PROBLEM TO WORK ON »
Give back the lines of the entries below exactly as written, from the first line to the line holding "display:grid; place-items:center; width:108px;", both included, with the pictures omitted.
**** GIVEN DATA
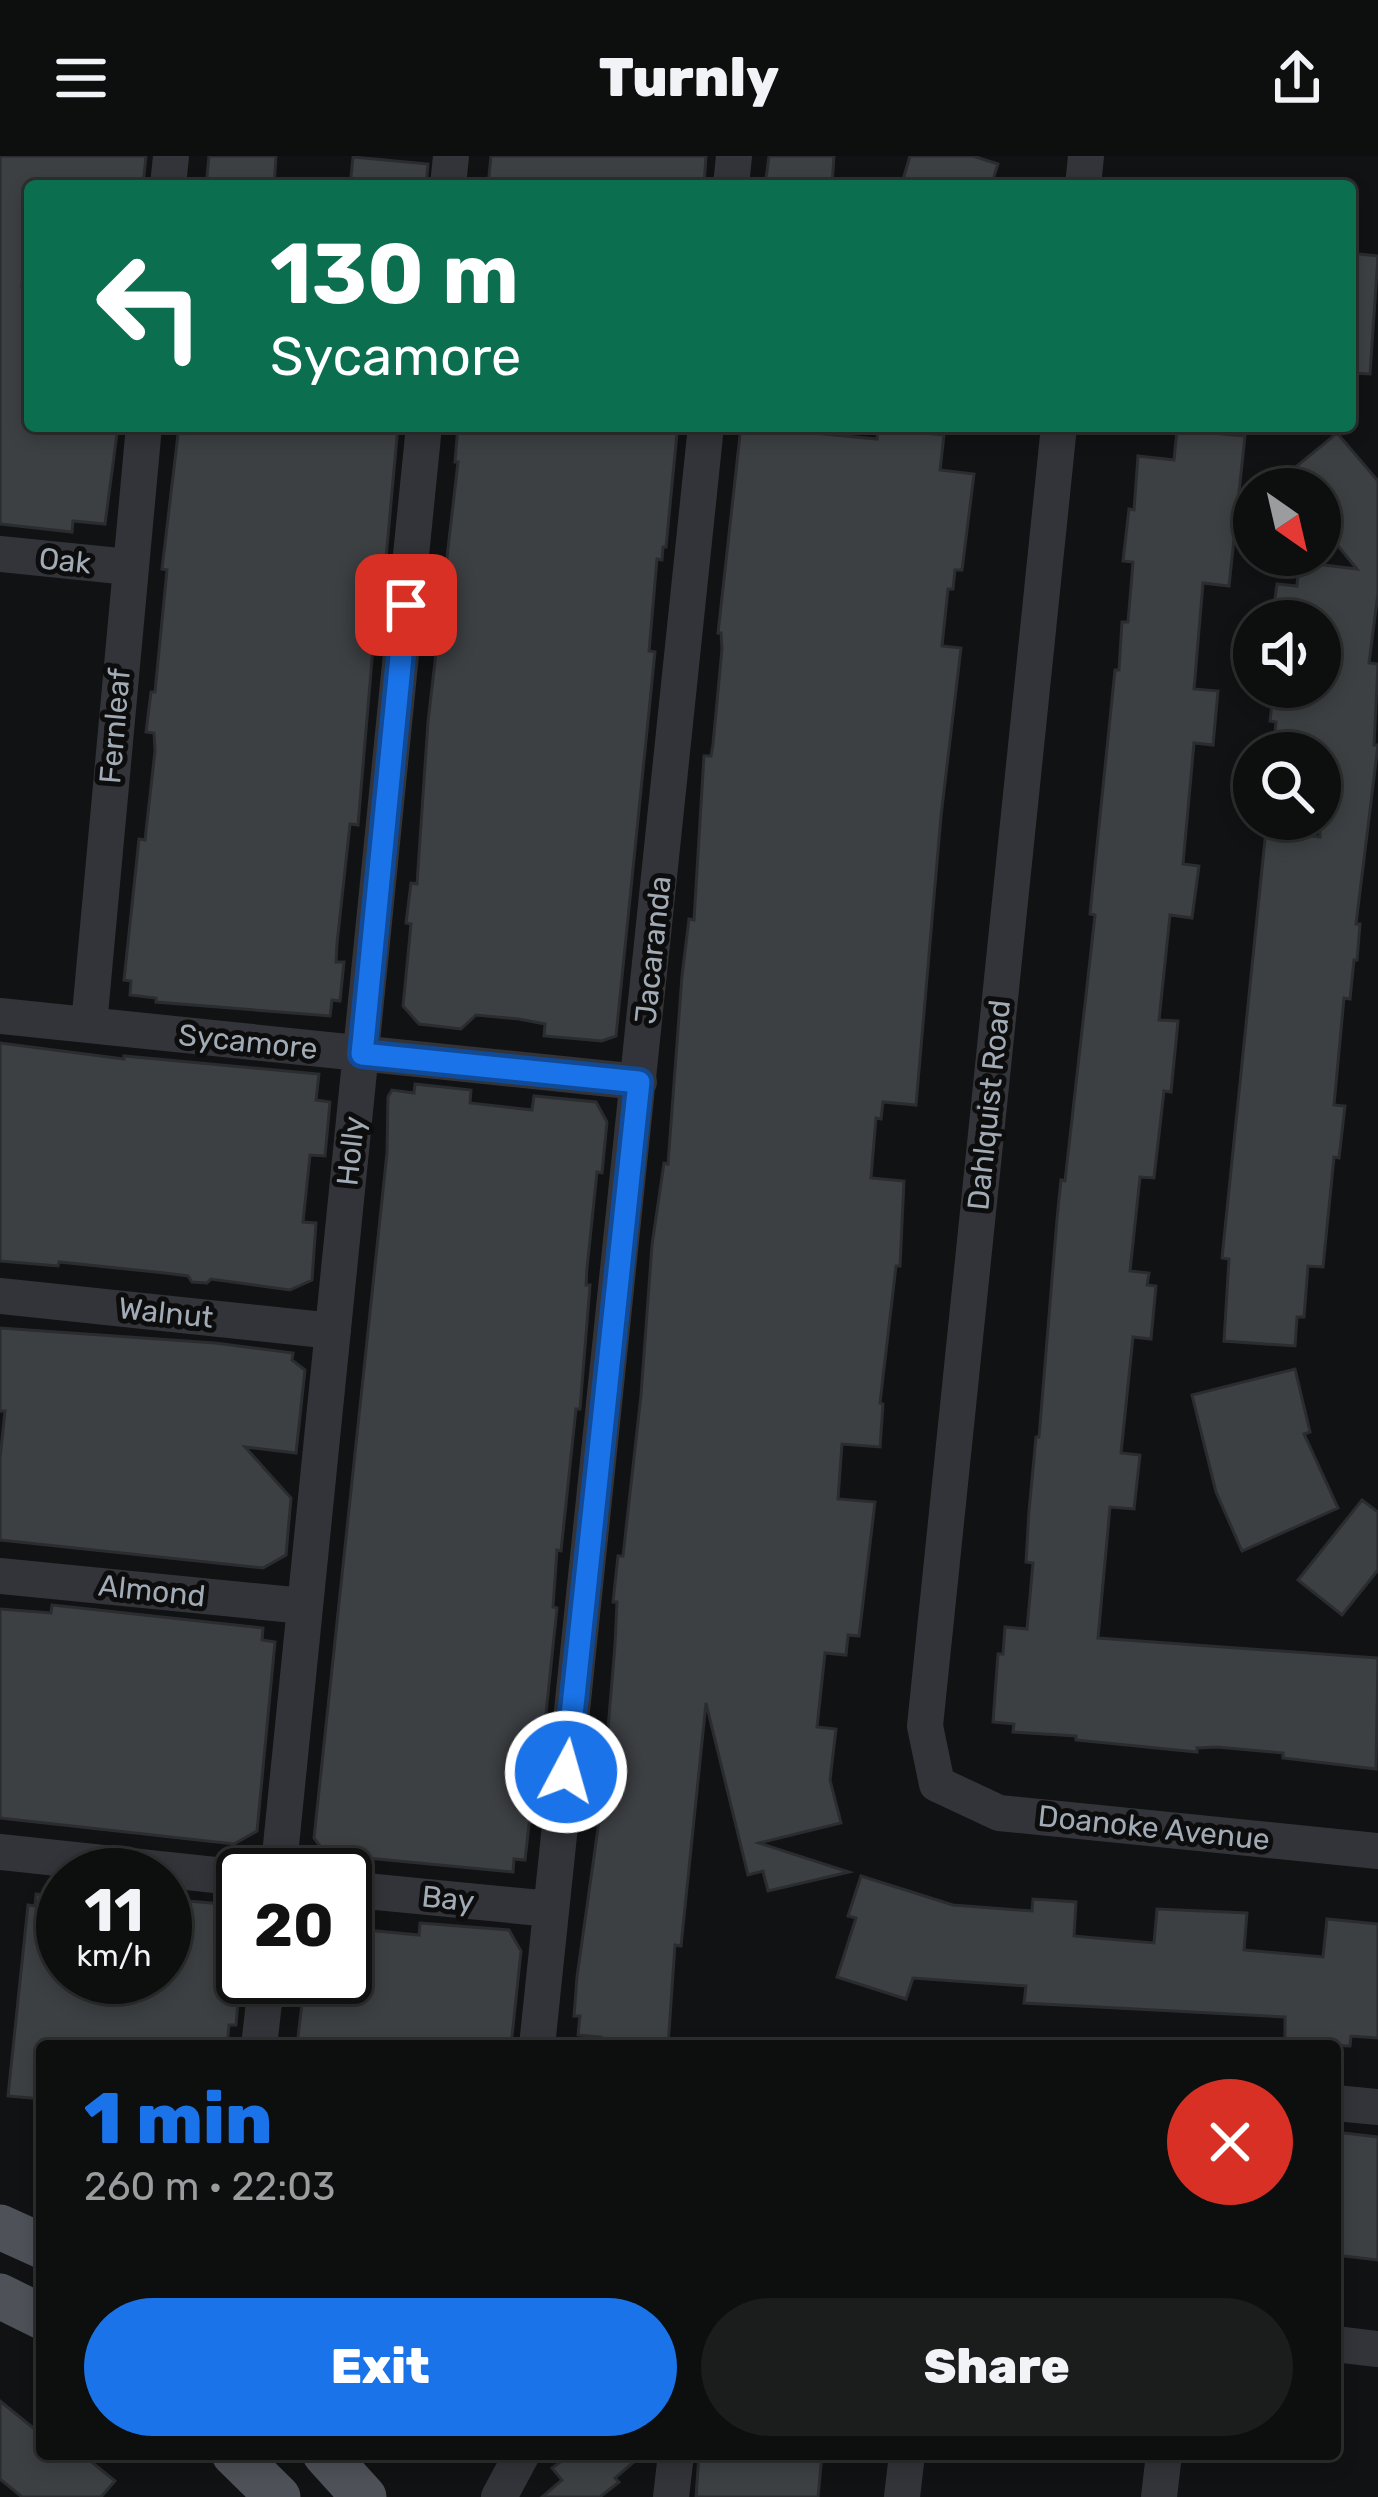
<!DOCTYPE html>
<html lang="en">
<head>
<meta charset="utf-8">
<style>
  :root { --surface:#0d0e0e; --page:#1b1c1c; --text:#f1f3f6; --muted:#9a9c9e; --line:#2d2e2e; --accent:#1a73e8 }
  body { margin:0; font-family:Rubik,sans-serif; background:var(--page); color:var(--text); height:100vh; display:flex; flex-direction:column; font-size:45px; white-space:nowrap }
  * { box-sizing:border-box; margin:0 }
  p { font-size:39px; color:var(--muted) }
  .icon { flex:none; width:66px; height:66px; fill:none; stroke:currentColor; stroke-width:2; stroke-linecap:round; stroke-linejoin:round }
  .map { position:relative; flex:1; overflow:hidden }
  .side { position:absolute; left:36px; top:1884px; width:1305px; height:420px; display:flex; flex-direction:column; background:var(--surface); border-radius:12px; box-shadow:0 6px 18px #0003,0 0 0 3px var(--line) }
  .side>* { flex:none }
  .banner { position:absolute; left:24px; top:24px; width:1332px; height:252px; border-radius:12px; box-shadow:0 6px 18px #0003,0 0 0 3px var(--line); background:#0b6e4f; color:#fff; overflow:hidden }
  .needle { width:78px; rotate:146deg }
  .controls { position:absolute; left:1233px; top:312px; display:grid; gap:24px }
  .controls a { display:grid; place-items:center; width:108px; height:108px; border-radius:50%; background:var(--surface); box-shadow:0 6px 18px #0003,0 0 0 3px var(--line); font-size:60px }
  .speed { position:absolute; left:36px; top:1692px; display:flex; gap:24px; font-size:60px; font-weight:700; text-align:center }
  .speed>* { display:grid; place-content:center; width:156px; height:156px; border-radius:50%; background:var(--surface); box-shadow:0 6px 18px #0003,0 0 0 3px var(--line); line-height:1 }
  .speed small { font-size:30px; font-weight:400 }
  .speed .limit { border:6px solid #111; border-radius:18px; background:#fff; color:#111 }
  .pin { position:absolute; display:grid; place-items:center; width:102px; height:102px; color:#fff; margin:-51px; border-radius:24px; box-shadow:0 6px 18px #0006 }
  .me { position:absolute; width:132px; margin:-66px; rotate:6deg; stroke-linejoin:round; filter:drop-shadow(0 0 9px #0008) }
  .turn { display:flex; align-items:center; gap:42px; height:252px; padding:0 48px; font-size:54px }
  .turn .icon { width:156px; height:156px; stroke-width:2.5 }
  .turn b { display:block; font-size:84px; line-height:102px }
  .round { display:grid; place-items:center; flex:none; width:126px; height:126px; border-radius:63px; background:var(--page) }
  .headline { display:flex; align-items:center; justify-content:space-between; height:204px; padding:0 48px }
  h1 { font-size:72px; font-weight:800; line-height:90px; color:var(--accent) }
  .cta { display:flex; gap:24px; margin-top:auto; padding:24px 48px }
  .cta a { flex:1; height:138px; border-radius:72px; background:var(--accent); color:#fff; font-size:48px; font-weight:800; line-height:138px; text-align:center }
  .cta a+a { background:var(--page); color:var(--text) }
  header { display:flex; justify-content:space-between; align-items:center; height:156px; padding:0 48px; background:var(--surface); font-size:54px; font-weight:800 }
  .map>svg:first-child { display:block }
  .building { fill:#3d4043; stroke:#2b2c30; stroke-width:3 }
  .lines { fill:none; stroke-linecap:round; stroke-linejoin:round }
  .minor { stroke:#323439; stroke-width:36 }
  .major { stroke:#4e5258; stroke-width:45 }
  .route-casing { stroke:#114b97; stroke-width:30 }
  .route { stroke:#1a73e8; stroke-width:21 }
  .labels { text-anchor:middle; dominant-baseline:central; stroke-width:10; stroke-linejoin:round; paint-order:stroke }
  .street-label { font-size:30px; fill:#a1abb5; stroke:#0d0d0e }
</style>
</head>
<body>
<header><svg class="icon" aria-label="menu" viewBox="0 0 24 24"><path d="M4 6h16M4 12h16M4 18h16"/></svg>Turnly<svg class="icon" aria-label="share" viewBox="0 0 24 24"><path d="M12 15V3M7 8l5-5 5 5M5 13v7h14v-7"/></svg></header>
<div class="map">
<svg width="1378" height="2341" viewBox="0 0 1378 2341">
  <rect width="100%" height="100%" fill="#111213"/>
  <path class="building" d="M0,0H146L143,30H30L22,131L30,132V270H118L105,368L73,365L72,376L0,368Z
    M209,0H276L274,30H206Z
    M491,0H706L704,30H488Z
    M769,0H834L832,30H765Z
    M910,0H973L998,8L991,30H901Z
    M353,1L428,8L426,30H350Z
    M1350,97L1378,100L1370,218L1350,217Z
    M179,270H398L381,457L376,456L358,669L350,668L337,787L336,806H344L340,845L332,844L330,860L156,846V842L130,839L131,825L124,824L139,683L145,684L155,595L154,577L146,576L151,536H155L167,414L162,413Z
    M458,270H608L677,277L666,391H663L662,404L657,403L649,495L655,496L616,880L602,885L544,880L545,868L519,863L476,859L461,873L419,868L403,850L411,768L406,767L411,727L417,728L428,566L458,306H455Z
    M741,270L877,283L878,272L944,279L940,314L974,318L962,414H955L953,433H948L942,490L961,492L941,660L916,949L883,946L881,963L876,962L871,1022L904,1025L900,1110H896L880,1247L883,1248L880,1291L842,1288L838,1343L875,1346L859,1480L848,1479L846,1499L825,1497L817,1571L836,1573L830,1624L841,1667L759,1687L849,1716L768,1735L763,1715L748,1719L706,1547L681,1790L675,1789L668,1890H600L601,1881L578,1879L580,1860H574L577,1821L602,1644L615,1489L617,1446H613L618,1400H623L641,1239L652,1089L664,1007L668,1008L682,820L689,763L694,764L704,600H711L713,588L722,493L721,477H718Z
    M1177,274L1245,280L1229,430L1203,427L1194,533L1218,535L1213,589L1194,587L1183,708L1199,710L1192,762L1170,759L1159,864L1178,865L1171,936L1164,935L1154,1022L1140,1021L1130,1115L1149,1117L1147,1129L1156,1130L1151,1183L1133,1181L1121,1297L1140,1299L1134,1353L1110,1351L1098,1482L1378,1502L1376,1613L1283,1602V1597L1217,1591L1197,1592V1596L1076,1584V1580L1013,1576L1014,1568L993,1566L998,1498H1003L1005,1471L1027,1473L1033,1407L1026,1406L1029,1355L1036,1281H1039L1057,1063L1061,1024L1065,1025L1084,857L1095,759L1090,758L1115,514H1119L1122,466H1128L1133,406L1123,405L1129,353L1134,354L1138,300L1174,304Z
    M1337,277L1378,325V437L1369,507L1378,508L1374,589H1378L1356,768H1360L1357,804H1354L1350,843L1344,842L1334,949L1345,950L1339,1002L1334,1001L1323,1111L1308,1110L1304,1161H1297L1295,1190L1224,1185L1229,1103L1222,1102L1266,674L1320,681V597H1273L1276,566L1270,565L1274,531H1320V465H1272L1277,428L1297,430L1299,406L1357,413L1320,368V333H1269Z
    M0,887L124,903V900L319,918L316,944L330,946L325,1000L310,999L303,1066L316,1067L312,1124L290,1134L211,1123L207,1127L192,1126L188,1120L165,1117L59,1106L58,1110L0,1105Z
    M415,928L471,934L470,947L532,954L534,940L596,946L607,966L602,1017L597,1016L587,1112L586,1129H590L580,1253H576L561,1395L557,1394L553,1451L557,1452L539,1624H534L525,1704L514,1703L513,1716L326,1698L314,1682L387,997L388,941L392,934L414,937Z
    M0,1172L215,1187L293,1197L292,1204L305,1214L296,1297L245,1291L291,1342L286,1399L263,1412L0,1384V1303L5,1255H0Z
    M1295,1213L1310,1276L1304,1278L1338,1352L1242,1395L1216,1336L1192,1239Z
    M1362,1344L1378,1356V1414L1342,1459L1298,1424Z
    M52,1449L263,1472L262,1484L275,1486L257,1675L234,1688L0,1662V1453L51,1457Z
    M861,1720L953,1749L1032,1755L1033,1743L1076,1746L1074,1780L1096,1782L1154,1787L1157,1753L1247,1757L1244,1794L1323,1801L1327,1763L1378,1768V1882L1351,1880L1350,1890L1285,1888V1861L1024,1847L1026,1830L913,1822L906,1843L837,1821L856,1762L848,1760Z
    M36,1738L63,1740V1821H165V1743L233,1749L243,1761V1784L236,1869H229L227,1890H42V1943L8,1940L28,1749L35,1750Z
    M420,1767L509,1774L521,1795L511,1890H297L305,1821H345V1772L419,1779Z
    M1335,1976L1378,1981V2104L1335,2099Z
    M0,2245L42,2279V2298H82L115,2325L101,2341H22L0,2323Z
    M571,2298H643L615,2322L619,2326L600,2341H542L562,2324L552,2312Z
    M699,2298H822L818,2341H696Z"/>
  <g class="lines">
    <path class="minor" d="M168,30L171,0
      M448,30L451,0
      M731,30L734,0
      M1083,30L1086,0
      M1059,270L925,1570L937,1628L999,1657L1378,1695
      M0,398L129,411
      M0,860L639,926
      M89,869L144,270
      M0,1140L333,1175
      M0,1420L304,1450
      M0,1696L243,1722
      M278,1719L424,270
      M345,1733L551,1753
      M259,1890L267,1821
      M537,1890L706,270
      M1335,1947L1378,1951
      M1335,2188L1378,2193
      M499,2341L522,2298
      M671,2341L676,2298
      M902,2341L907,2298
      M1159,2341L1164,2298"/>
    <path class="major" d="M0,2071L42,2090
      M0,2140L42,2161
      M234,2298L278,2341
      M325,2298L364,2341"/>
  </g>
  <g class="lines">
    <g class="route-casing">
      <path id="route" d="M406,449L362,898L639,926L566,1616"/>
    </g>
    <use href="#route" class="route"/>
  </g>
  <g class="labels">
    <g class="street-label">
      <text transform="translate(65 405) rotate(6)">Oak</text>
      <text transform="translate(115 570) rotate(-85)">Fernleaf</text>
      <text transform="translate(653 794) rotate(-84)">Jacaranda</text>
      <text transform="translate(248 886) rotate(6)">Sycamore</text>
      <text transform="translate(989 949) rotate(-84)">Dahlquist Road</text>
      <text transform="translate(351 995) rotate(-84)">Holly</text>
      <text transform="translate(166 1157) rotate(6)">Walnut</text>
      <text transform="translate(152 1435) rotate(6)">Almond</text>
      <text transform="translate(1154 1672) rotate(6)">Doanoke Avenue</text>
      <text transform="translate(448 1743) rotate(6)">Bay</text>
    </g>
  </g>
</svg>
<div class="controls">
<a><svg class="needle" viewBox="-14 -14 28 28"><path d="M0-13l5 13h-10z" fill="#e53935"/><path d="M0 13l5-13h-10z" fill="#9a9c9e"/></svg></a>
<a><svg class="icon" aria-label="sound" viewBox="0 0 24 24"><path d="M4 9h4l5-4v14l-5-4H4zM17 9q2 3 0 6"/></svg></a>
<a><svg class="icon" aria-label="search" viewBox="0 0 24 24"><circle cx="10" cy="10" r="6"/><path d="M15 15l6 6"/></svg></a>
</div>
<div class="speed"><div>11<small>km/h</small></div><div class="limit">20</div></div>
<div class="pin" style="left:406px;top:449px;background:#d93025"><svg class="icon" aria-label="arrive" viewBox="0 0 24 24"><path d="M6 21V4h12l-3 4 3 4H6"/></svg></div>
<svg class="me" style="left:566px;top:1616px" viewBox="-20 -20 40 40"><circle r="17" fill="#1a73e8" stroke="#fff" stroke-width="3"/><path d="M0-11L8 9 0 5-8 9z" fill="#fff"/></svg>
<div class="banner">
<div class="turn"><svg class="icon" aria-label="left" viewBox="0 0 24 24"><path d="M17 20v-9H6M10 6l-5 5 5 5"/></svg><div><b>130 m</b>Sycamore</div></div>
</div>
<section class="side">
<div class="headline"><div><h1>1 min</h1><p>260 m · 22:03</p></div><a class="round" style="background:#d93025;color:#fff"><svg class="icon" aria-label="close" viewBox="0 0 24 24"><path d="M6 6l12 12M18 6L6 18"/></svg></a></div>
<div class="cta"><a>Exit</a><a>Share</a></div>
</section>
</div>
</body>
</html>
********
REPLY »
<!DOCTYPE html>
<html lang="en">
<head>
<meta charset="utf-8">
<style>
  :root { --surface:#0d0e0e; --page:#1b1c1c; --text:#f1f3f6; --muted:#9a9c9e; --line:#2d2e2e; --accent:#1a73e8 }
  body { margin:0; font-family:Rubik,sans-serif; background:var(--page); color:var(--text); height:100vh; display:flex; flex-direction:column; font-size:45px; white-space:nowrap }
  * { box-sizing:border-box; margin:0 }
  p { font-size:39px; color:var(--muted) }
  .icon { flex:none; width:66px; height:66px; fill:none; stroke:currentColor; stroke-width:2; stroke-linecap:round; stroke-linejoin:round }
  .map { position:relative; flex:1; overflow:hidden }
  .side { position:absolute; left:36px; top:1884px; width:1305px; height:420px; display:flex; flex-direction:column; background:var(--surface); border-radius:12px; box-shadow:0 6px 18px #0003,0 0 0 3px var(--line) }
  .side>* { flex:none }
  .banner { position:absolute; left:24px; top:24px; width:1332px; height:252px; border-radius:12px; box-shadow:0 6px 18px #0003,0 0 0 3px var(--line); background:#0b6e4f; color:#fff; overflow:hidden }
  .needle { width:78px; rotate:146deg }
  .controls { position:absolute; left:1233px; top:312px; display:grid; gap:24px }
  .controls a { display:grid; place-items:center; width:108px; height:108px; border-radius:50%; background:var(--surface); box-shadow:0 6px 18px #0003,0 0 0 3px var(--line); font-size:60px }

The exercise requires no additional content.